Bare Minimum Texture Cache

This post represents my first attempt to implement the simplest possible texture cache that still works with my current GPU, in preparation for getting texturing working. Originally, it wasn’t meant to be a releasable post, but rather was written before coding the cache as a way to work out the high level design ideas and to find potential issues. Turns out pretending to explain my ideas to a fictional reader works really well for me as a way of designing. As a bonus, it’s also a way to help me remember how my own stuff works, should work get busy and I need to come back to the project after N months. The cache is currently working both in sim and in hardware, but with fake values stuffed into memory instead of actual textures

Cache Organisation

The texture cache is a read-only cache with LRU policy and single-clock invalidation. The cacheline size is 256 bits, which is 16 pixels in 565 format, representing a 4×4 tiled block. The data store for the cache is built out of pairs of 36 kbit simple dual-port BRAMs. This appears to be a requirement stemming from the cache having asymmetric read and write sizes (one pixel reads and half cacheline writes). This gives a total memory size of 72 kbits, or 256 lines, if ECC isn’t repurposed as usable data. And with a 2-way cache, that is 128 sets. Therefore read addresses presented to the cache will have 4 bits indicating the pixel within a line, 7 bits to determine the set, and the MSB 16 bits will be the tag

cacheline block — Figure 1: a cacheline is a 4×4 block of pixels. Hex numbers represent the offset inside a cacheline

The tags are kept separate from the cache datastore. Each line has a 16 bit tag, and a valid bit, and each set has shares one bit to indicate which way is LRU. This data doesn’t represent the actual current state of the cache, but rather the state the cache will be in once the next request is processed.

High Level Cache View — Figure 2: high level cache view.

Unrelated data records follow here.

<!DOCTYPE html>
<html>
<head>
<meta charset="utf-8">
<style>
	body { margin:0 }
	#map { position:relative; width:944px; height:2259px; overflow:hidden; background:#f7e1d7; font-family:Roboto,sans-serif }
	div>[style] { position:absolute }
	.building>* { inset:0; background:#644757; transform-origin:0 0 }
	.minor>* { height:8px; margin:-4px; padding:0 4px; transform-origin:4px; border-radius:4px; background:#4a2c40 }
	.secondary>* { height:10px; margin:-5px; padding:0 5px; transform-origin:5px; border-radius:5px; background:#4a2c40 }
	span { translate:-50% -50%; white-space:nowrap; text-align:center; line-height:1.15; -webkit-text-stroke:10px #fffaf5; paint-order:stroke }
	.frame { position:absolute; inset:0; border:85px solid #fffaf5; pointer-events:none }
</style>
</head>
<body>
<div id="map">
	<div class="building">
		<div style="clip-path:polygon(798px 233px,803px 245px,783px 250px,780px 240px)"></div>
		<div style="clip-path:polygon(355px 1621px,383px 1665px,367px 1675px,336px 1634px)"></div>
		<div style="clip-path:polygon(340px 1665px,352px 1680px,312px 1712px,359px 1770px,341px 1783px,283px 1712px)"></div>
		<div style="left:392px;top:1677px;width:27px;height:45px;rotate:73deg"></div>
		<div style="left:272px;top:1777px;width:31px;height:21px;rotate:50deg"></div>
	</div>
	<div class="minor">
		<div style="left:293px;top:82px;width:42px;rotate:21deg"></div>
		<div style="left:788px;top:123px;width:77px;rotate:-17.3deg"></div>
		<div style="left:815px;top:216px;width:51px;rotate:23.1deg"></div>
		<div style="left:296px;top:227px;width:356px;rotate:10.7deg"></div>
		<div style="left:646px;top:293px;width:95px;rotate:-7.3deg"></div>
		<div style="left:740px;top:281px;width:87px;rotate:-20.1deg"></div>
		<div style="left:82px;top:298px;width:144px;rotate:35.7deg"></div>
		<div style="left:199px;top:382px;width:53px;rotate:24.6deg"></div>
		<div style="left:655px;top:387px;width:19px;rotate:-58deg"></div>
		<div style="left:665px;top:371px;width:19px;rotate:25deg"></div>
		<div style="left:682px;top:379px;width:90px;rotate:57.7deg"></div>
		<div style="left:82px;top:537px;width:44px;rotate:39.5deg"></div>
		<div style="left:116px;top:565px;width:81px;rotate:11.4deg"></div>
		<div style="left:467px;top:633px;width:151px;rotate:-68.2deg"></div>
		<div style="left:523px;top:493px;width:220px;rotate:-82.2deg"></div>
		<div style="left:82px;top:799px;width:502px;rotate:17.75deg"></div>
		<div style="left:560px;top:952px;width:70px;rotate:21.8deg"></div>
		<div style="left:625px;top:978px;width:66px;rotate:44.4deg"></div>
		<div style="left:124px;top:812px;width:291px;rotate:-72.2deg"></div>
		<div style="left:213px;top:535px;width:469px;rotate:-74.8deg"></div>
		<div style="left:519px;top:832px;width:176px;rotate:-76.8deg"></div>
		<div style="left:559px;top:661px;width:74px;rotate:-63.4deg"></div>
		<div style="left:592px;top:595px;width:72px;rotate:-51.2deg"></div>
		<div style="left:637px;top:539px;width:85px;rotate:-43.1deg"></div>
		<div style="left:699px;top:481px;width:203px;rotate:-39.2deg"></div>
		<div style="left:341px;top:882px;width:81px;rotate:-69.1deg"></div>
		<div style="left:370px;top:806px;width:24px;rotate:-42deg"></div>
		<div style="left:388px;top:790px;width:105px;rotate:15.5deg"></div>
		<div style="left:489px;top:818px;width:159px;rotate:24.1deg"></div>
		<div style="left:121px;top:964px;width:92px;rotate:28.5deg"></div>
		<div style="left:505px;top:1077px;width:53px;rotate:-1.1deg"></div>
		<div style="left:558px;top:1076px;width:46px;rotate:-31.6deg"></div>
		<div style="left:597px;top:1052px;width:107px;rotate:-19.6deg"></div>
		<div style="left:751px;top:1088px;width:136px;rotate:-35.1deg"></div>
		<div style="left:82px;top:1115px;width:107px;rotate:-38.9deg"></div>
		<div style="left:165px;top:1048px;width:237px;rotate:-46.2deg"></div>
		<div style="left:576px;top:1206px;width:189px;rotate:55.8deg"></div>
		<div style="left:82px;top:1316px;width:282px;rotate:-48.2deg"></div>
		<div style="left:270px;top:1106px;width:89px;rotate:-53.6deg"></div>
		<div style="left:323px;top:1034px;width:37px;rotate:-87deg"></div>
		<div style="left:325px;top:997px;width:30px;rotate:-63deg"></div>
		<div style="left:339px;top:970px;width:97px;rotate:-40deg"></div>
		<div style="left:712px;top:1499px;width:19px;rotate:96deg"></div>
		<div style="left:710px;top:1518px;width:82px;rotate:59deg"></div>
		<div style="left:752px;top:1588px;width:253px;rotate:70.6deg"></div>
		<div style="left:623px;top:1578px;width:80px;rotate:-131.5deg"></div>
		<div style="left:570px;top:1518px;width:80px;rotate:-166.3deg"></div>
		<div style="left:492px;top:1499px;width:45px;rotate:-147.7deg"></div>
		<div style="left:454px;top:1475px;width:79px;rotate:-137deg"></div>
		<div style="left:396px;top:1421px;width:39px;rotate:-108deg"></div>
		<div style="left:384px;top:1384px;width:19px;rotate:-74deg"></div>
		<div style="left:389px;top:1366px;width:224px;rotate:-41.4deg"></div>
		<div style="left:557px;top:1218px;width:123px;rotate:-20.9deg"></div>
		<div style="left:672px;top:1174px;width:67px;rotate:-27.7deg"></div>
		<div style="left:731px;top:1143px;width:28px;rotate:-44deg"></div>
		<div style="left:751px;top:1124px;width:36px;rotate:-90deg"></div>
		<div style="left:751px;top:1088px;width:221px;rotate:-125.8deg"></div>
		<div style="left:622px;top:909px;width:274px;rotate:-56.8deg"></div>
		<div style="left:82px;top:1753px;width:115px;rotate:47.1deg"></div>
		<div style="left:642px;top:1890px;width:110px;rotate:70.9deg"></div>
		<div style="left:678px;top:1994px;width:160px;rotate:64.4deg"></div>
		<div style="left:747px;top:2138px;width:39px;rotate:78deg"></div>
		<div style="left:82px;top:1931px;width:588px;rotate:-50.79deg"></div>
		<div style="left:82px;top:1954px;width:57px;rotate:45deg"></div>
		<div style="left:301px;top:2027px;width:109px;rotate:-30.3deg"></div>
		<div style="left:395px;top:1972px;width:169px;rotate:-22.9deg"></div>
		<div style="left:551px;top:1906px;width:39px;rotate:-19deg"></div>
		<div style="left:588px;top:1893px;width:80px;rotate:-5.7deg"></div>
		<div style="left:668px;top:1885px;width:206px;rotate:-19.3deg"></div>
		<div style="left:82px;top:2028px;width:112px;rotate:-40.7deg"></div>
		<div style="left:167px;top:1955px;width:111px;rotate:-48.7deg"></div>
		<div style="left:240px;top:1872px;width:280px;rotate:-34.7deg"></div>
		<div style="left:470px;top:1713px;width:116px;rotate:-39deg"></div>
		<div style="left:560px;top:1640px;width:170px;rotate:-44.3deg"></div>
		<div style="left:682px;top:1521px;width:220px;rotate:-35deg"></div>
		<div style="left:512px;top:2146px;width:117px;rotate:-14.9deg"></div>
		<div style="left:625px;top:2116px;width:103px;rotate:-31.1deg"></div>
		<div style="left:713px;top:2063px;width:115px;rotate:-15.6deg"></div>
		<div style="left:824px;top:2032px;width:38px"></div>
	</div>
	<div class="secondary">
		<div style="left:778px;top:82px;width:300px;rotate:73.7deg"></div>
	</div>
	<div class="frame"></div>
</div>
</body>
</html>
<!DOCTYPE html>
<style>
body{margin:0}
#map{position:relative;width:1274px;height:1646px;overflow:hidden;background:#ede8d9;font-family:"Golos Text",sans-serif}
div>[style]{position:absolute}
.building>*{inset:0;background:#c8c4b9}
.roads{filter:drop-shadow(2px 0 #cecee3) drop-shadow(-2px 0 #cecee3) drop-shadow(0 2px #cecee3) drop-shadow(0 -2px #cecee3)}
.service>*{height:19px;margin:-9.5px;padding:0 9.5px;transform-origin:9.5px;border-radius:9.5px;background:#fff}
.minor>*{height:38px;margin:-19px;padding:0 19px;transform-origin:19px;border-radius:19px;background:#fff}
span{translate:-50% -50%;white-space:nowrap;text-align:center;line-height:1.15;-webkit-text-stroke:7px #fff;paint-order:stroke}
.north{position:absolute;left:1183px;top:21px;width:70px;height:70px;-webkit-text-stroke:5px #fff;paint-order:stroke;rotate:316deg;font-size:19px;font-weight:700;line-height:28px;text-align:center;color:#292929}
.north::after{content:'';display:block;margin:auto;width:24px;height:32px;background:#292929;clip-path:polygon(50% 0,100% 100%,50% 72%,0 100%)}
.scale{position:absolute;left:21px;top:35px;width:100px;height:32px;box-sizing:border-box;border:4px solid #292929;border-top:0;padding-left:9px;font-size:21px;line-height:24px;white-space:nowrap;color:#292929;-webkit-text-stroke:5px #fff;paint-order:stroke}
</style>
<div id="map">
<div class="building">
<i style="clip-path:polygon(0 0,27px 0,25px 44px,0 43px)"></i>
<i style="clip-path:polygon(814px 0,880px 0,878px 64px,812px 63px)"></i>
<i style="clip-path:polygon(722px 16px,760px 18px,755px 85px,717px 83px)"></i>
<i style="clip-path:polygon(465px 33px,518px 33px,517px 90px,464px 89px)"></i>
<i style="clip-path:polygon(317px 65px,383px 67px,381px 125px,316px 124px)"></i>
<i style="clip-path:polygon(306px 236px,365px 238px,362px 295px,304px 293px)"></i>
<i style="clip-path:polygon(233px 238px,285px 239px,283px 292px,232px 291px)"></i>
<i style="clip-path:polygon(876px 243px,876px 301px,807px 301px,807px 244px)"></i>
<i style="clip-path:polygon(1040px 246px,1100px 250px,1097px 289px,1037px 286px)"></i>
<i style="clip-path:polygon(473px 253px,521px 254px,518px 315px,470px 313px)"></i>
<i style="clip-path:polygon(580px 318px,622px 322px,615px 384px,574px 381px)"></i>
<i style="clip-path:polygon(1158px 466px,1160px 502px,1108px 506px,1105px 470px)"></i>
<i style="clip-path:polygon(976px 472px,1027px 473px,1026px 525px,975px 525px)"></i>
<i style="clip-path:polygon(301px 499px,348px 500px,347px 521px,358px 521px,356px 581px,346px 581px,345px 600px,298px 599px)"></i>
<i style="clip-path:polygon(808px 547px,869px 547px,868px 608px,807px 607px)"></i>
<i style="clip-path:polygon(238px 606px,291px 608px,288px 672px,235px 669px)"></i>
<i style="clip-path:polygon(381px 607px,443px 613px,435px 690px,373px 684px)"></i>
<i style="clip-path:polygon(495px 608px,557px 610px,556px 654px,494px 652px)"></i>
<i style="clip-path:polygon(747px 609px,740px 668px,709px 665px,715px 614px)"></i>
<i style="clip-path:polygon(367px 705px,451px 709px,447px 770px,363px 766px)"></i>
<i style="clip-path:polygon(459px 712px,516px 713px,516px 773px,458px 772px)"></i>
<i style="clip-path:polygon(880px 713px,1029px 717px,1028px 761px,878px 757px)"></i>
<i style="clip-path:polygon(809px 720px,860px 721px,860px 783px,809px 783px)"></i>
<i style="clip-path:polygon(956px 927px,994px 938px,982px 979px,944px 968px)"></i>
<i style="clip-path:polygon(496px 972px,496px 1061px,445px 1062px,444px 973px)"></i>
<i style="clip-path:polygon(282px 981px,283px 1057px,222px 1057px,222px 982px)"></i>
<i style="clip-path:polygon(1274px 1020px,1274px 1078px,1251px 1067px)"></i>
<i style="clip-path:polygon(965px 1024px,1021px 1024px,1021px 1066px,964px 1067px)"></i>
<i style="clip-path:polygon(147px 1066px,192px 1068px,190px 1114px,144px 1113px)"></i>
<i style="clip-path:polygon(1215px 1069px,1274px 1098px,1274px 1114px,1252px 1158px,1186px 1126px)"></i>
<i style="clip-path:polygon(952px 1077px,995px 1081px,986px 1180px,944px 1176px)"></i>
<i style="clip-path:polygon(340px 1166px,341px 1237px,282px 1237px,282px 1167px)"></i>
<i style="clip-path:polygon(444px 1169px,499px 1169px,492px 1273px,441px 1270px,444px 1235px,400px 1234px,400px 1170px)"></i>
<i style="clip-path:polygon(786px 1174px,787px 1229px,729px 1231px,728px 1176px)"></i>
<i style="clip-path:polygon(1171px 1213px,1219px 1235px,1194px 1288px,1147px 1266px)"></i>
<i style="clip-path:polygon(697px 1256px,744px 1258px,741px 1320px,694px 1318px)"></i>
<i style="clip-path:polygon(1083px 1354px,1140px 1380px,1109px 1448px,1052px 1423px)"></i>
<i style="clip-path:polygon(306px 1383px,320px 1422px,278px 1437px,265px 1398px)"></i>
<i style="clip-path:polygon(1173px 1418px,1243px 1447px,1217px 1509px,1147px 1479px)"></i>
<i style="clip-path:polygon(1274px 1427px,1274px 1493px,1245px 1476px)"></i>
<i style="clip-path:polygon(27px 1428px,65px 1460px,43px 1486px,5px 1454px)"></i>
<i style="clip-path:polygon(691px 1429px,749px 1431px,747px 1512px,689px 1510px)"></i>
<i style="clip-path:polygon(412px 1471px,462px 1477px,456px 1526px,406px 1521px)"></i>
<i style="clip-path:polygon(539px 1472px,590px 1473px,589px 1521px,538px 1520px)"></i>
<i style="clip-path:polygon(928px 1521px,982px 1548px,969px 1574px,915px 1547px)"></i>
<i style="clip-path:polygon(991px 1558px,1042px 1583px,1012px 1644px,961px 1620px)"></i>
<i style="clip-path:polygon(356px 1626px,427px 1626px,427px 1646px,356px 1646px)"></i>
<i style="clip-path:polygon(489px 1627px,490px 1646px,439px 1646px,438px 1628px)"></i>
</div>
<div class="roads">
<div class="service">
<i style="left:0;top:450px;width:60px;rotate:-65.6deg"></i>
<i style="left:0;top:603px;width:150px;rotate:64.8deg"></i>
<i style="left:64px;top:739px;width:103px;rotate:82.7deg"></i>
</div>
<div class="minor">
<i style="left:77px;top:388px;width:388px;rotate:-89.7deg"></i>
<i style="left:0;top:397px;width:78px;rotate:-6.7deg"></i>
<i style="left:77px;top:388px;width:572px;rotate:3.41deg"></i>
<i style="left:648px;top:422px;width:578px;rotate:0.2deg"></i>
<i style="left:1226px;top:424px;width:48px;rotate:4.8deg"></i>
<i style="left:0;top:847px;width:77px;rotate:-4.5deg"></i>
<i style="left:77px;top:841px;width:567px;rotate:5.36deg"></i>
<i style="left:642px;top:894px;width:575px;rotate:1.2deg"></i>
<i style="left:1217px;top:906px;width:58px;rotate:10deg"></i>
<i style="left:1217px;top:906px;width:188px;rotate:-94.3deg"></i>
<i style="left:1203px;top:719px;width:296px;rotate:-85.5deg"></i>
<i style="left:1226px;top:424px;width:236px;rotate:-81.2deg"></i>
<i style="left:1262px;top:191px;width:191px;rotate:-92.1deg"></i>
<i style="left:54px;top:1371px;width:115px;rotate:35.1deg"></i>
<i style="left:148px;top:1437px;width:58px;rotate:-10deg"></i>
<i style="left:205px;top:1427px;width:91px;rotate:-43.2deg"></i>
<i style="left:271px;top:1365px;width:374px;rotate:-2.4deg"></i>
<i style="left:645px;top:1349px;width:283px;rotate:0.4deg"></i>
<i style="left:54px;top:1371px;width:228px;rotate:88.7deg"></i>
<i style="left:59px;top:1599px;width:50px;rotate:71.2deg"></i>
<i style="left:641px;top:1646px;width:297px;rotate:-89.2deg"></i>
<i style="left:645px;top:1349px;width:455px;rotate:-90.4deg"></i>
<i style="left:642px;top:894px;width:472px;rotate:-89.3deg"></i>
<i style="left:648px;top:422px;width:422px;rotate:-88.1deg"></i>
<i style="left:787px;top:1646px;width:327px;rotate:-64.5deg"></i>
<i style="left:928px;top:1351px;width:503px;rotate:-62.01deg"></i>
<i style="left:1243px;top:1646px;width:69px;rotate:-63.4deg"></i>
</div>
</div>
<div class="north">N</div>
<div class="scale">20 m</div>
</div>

T is cache tags and LRU bits, H is a bit indicating hit or miss, and DATA is the cachelines

Client Arbiter

Each cache serves four clients. To give me the simplest test, the clients are currently just the rasterizer tiles, although eventually I may try to add texture reads to my pixel shaders. Each client can have multiple requests in flight, and data is returned in the order that requests are accepted.

The arbiter chooses a client request with a simple four bit rotating onehot mask, where the set bit determines the first client to consider. So if the mask was 4’b0100, the arbiter would start with client 2, and then try 3, 0, and 1 in order, looking for a valid request. A mask of 4’b0010 would check clients 1, 2, 3, and then 0. The priority mask is rotated one bit left when a request is accepted. Early on I tried to be more “clever” with arbitration, favouring client requests that would be hits before ones that would be misses, but this really complicated the design and made it harder to meet timing. It also starved the cache of DDR3 requests that could have been in flight.

The arbiter itself is a two state machine. In the first state, it looks for a valid client request. If one is found, it saves off the request address and client number, presents the request to the cache, rotates the accept mask, and notifies the client that it’s request was accepted, before transitioning to the second state. The second state simply waits for the ack from the cache, which usually comes within two clocks unless the cache input FIFO is full or it’s not in the request accept state.

Requests consist of only an address and client ID. Because we have 256MB of RAM, the full address width is 28 bits. However, cache requests are for 16 bit pixels, meaning the LSB of the address isn’t needed in the request, and so request addresses are 27 bits wide. Client ID is just a 2 bit number indicating client. This ID is returned by the cache, along with the pixel data, and is used to signal a client that there is valid data for them on the bus.

Cache Input Processing

The cache itself is made of four state machines: input, DDR request, DDR return, and output. The input machine is a three state FSM where the first state accepts and saves off an incoming request from the arbiter, the second state gets the tags and LRU bit for the relevant cache set, and the third state updates the cache tags, adds misses to the DDR3 request FIFO, and adds the request to the output request FIFO.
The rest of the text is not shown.